’Tis always the season for reading.
  1. “A Manual for Cleaning Women” by Lucia Berlin
    Recommended by Lauren Groff, who calls it “a story collection that’s raw and funny and breathtakingly great.”
  2. “Parnassus on Wheels” by Christopher Morley
    Mary Norris is eager to read this, and she notes that The Library of Congress has it catalogued under booksellers and bookselling, travelling sales personnel, single women, women farmers, brothers and sisters, women booksellers, and tramps.
  3. “The Goldfinch” by Donna Tartt
    On a plane some time later this month, Patrick Radden Keefe admits he will be the last person on earth to read this book.
  4. “The Long Loneliness” by Dorothy Day
    Andrea DenHoed has been reading this autobiography on the subway, and she writes that Day “provides a front-row seat to the early-twentieth-century social-justice movements and to the scene in New York City.”

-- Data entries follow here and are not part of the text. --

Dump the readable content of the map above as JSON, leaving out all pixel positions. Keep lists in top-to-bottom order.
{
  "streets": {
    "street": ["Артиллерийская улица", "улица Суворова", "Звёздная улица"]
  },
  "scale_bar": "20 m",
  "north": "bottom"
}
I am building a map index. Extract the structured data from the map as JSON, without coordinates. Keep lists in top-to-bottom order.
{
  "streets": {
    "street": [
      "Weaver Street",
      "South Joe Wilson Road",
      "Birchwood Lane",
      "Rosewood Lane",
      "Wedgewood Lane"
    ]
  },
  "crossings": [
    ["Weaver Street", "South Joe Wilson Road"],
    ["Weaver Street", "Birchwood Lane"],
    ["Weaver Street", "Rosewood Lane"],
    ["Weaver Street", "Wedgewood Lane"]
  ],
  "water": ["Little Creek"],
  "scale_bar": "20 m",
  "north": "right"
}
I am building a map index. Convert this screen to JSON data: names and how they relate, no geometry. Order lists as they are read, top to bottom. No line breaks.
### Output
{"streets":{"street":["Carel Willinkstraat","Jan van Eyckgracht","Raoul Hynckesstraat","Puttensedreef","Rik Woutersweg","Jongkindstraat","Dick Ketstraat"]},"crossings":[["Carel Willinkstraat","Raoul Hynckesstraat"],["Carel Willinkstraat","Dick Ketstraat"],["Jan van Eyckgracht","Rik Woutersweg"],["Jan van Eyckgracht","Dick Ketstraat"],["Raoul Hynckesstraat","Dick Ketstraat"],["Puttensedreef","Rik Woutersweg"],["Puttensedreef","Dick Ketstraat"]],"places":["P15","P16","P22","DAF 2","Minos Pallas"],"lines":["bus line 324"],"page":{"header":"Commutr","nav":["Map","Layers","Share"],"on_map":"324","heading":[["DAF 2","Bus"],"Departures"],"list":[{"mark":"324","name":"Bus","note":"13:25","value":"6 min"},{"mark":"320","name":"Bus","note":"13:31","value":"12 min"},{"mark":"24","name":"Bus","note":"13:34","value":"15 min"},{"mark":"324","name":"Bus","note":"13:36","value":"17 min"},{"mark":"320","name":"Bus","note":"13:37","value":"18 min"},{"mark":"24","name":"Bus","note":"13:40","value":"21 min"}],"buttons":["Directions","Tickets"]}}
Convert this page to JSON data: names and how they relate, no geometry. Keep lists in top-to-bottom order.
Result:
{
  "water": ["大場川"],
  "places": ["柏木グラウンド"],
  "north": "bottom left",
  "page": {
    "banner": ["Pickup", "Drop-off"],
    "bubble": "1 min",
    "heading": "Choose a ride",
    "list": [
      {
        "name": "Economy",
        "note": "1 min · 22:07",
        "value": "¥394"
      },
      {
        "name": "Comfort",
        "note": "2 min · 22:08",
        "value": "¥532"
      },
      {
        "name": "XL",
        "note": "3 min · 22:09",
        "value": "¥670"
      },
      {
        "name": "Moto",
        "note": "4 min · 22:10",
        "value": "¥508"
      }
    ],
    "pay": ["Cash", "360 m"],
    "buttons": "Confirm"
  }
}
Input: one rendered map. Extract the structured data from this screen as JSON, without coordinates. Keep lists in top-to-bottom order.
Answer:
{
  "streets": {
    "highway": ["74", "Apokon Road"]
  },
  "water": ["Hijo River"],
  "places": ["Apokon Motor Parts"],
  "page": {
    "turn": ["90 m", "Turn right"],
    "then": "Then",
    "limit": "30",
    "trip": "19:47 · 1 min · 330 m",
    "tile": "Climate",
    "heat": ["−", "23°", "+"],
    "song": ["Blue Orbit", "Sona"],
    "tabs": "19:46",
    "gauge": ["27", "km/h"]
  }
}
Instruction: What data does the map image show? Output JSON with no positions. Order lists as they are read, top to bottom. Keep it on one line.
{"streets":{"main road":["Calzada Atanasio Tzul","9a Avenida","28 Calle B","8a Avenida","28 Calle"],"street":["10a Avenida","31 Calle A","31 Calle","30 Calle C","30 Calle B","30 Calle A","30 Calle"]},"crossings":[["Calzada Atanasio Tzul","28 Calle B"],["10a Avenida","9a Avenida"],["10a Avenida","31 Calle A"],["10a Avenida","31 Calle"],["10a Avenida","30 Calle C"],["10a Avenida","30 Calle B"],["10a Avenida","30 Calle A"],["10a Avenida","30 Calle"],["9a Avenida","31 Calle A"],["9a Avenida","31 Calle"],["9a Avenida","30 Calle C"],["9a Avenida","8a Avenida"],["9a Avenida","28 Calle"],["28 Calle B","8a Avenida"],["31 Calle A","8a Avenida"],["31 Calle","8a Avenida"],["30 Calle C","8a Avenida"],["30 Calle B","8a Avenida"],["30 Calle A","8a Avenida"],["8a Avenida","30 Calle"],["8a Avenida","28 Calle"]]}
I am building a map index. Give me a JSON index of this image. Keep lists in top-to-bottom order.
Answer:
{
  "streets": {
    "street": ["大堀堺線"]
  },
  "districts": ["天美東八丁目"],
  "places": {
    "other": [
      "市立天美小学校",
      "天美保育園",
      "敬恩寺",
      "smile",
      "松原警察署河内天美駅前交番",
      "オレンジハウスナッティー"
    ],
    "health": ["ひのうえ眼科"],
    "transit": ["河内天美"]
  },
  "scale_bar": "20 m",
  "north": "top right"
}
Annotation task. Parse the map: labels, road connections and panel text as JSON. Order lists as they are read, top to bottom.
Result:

  5. “Futurist Cookbook” by F.T. Marinetti
    Nicola Twilley recounts that the author rejects pasta, calling it responsible for making its consumers “heavy” and “brutish.”
  6. “Remainder” by Tom McCarthy
    Andrew Marantz recommends this “anti-novel,” noting that it’s “refreshingly devoid of windbaggery.”
  7. “Down and Out in Paris and London” by George Orwell
    Alec Wilkinson is re-reading Orwell, he writes, “to recover parts of someone I remember being.”
  8. “The Art of the Memoir” by Mary Karr
    Larissa McFarquhar is reading this book for a second time: “Karr is such fun to read—who else would combine the name Nabokov and the phrase “out the wazoo” on her very first page?—that it’s hard to resist getting drawn into it again.”
  9. “Young Orson” by Patrick McGilligan
    Richard Brody has only just started this biography of Orson Welles, but so far he can “confess to fascination and pleasure.”